Stored data:
*****
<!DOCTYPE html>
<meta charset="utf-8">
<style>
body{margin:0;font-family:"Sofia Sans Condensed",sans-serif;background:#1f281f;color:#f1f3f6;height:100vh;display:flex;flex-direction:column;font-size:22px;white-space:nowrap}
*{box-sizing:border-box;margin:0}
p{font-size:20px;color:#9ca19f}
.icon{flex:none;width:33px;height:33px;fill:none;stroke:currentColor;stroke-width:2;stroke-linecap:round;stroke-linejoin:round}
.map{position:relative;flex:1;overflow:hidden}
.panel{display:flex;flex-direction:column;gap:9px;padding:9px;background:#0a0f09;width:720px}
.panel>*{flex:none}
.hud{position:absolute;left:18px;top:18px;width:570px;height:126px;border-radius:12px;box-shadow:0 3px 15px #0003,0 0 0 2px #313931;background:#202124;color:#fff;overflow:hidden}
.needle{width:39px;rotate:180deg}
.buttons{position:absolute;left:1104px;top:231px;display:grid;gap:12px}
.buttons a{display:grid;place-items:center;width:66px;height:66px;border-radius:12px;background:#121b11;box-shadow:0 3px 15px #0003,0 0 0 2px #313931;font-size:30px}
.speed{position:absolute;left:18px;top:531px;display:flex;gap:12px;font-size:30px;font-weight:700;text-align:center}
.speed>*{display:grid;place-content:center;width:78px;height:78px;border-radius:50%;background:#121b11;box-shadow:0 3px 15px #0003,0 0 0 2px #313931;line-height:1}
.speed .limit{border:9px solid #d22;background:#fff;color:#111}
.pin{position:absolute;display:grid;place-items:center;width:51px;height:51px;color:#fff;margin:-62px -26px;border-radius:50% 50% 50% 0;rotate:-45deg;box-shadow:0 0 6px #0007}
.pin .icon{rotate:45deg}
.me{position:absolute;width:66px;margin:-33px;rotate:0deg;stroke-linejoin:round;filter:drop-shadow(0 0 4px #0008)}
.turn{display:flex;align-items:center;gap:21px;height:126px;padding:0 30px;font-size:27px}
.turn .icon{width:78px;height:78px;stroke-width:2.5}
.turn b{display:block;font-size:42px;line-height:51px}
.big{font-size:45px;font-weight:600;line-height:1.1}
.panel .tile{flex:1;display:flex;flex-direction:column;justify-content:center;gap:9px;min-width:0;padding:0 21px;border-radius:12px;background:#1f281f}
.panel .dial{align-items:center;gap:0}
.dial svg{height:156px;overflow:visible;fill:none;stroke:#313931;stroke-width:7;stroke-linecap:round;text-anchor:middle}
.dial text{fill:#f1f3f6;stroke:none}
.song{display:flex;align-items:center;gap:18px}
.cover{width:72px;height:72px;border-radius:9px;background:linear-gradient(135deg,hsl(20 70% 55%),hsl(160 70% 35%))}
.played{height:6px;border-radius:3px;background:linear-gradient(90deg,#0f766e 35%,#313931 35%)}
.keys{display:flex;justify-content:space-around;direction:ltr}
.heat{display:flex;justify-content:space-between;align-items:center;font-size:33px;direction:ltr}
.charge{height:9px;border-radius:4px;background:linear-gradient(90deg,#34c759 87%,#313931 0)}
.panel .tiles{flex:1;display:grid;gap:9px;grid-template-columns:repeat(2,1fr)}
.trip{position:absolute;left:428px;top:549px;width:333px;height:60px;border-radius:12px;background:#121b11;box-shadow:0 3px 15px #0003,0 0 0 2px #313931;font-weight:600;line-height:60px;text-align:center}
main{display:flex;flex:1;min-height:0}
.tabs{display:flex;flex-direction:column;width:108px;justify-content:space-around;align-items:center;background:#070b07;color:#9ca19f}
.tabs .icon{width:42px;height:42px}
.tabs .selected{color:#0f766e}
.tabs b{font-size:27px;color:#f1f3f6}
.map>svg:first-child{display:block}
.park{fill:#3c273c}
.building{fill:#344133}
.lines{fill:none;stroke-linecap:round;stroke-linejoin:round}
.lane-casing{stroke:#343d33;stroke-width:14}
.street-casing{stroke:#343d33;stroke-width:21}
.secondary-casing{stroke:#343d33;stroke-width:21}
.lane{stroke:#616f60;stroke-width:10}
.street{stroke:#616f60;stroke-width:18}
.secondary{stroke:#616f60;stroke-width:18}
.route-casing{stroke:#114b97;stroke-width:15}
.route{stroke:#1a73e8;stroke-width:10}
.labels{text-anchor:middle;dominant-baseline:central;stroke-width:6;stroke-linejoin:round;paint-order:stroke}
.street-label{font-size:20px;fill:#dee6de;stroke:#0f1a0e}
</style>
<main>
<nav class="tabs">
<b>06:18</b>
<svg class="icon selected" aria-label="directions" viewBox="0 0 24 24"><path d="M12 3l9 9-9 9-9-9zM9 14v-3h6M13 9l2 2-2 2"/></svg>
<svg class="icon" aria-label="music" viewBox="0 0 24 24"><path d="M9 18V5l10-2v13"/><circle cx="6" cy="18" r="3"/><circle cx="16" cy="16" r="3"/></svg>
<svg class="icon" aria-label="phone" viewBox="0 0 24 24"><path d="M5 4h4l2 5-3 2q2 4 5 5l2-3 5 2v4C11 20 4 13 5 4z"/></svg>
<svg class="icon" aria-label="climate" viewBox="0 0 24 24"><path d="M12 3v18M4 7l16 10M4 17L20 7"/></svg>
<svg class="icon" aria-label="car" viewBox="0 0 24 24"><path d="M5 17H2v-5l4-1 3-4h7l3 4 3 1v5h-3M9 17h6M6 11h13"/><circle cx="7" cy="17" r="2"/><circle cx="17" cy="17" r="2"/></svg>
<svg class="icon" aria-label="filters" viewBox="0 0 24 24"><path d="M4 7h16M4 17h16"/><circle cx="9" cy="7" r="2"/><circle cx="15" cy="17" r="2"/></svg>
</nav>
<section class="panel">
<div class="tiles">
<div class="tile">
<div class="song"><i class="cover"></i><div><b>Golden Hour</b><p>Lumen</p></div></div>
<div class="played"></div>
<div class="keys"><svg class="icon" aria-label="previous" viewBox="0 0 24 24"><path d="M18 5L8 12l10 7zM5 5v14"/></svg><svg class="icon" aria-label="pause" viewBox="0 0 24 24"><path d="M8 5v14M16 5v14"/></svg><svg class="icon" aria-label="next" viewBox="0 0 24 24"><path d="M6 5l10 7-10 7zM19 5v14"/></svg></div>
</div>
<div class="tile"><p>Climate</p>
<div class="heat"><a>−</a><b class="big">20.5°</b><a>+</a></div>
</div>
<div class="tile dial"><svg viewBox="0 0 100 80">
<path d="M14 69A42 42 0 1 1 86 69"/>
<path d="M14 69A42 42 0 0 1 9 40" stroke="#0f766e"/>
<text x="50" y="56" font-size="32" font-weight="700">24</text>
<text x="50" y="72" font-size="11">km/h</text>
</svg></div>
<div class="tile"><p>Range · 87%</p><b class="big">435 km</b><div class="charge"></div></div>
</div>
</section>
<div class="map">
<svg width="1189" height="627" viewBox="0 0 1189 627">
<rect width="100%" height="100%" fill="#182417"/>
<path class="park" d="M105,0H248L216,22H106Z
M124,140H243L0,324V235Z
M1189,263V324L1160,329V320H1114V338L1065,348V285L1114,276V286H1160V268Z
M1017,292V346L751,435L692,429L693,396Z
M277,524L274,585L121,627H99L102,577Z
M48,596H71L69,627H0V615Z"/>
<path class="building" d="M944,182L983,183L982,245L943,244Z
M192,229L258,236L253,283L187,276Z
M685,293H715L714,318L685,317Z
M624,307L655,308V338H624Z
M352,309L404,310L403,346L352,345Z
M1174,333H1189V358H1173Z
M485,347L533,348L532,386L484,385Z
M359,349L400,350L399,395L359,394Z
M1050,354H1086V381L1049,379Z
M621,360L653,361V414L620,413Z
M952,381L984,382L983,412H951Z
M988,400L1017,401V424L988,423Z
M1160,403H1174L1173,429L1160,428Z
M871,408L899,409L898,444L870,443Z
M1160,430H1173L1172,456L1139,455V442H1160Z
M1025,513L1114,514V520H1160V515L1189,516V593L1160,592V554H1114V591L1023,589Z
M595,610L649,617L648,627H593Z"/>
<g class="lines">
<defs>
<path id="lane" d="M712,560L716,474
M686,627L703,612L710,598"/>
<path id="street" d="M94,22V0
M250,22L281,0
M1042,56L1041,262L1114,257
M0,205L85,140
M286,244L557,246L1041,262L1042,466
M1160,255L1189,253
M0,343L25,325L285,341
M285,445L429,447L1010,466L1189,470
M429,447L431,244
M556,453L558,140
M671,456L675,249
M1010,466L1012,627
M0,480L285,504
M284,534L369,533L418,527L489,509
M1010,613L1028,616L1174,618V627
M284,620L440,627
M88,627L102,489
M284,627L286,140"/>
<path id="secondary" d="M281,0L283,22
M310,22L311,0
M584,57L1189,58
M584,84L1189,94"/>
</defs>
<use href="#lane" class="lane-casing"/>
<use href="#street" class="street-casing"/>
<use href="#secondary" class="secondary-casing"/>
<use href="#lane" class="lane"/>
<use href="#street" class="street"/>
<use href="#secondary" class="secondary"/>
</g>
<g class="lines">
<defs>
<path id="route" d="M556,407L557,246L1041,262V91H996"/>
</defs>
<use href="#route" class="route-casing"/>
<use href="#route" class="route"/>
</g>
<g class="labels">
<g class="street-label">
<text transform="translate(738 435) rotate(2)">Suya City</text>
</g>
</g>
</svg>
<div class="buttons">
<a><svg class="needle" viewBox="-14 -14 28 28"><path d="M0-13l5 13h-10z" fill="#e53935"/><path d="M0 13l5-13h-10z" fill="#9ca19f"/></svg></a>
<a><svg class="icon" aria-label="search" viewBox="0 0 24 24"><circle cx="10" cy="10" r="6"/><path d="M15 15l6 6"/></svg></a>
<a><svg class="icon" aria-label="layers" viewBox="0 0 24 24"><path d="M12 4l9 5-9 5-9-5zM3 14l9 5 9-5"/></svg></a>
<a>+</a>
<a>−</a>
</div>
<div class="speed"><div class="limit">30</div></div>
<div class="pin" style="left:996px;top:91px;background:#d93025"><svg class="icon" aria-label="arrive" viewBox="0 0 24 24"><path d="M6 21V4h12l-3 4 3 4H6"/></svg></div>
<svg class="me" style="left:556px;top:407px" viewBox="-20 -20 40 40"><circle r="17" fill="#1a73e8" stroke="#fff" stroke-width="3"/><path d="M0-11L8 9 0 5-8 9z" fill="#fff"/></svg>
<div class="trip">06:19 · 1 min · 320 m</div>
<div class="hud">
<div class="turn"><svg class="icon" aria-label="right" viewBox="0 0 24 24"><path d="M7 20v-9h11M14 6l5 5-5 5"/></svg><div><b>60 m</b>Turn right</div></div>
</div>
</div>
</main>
*****
_Brief_
Taking the entries above, restate exactly those lines that fall between the line with "69A42 42 0 1" and the line with "M621,360L653,361V414L620,413Z", keeping both of those lines too.

_Response_
<path d="M14 69A42 42 0 1 1 86 69"/>
<path d="M14 69A42 42 0 0 1 9 40" stroke="#0f766e"/>
<text x="50" y="56" font-size="32" font-weight="700">24</text>
<text x="50" y="72" font-size="11">km/h</text>
</svg></div>
<div class="tile"><p>Range · 87%</p><b class="big">435 km</b><div class="charge"></div></div>
</div>
</section>
<div class="map">
<svg width="1189" height="627" viewBox="0 0 1189 627">
<rect width="100%" height="100%" fill="#182417"/>
<path class="park" d="M105,0H248L216,22H106Z
M124,140H243L0,324V235Z
M1189,263V324L1160,329V320H1114V338L1065,348V285L1114,276V286H1160V268Z
M1017,292V346L751,435L692,429L693,396Z
M277,524L274,585L121,627H99L102,577Z
M48,596H71L69,627H0V615Z"/>
<path class="building" d="M944,182L983,183L982,245L943,244Z
M192,229L258,236L253,283L187,276Z
M685,293H715L714,318L685,317Z
M624,307L655,308V338H624Z
M352,309L404,310L403,346L352,345Z
M1174,333H1189V358H1173Z
M485,347L533,348L532,386L484,385Z
M359,349L400,350L399,395L359,394Z
M1050,354H1086V381L1049,379Z
M621,360L653,361V414L620,413Z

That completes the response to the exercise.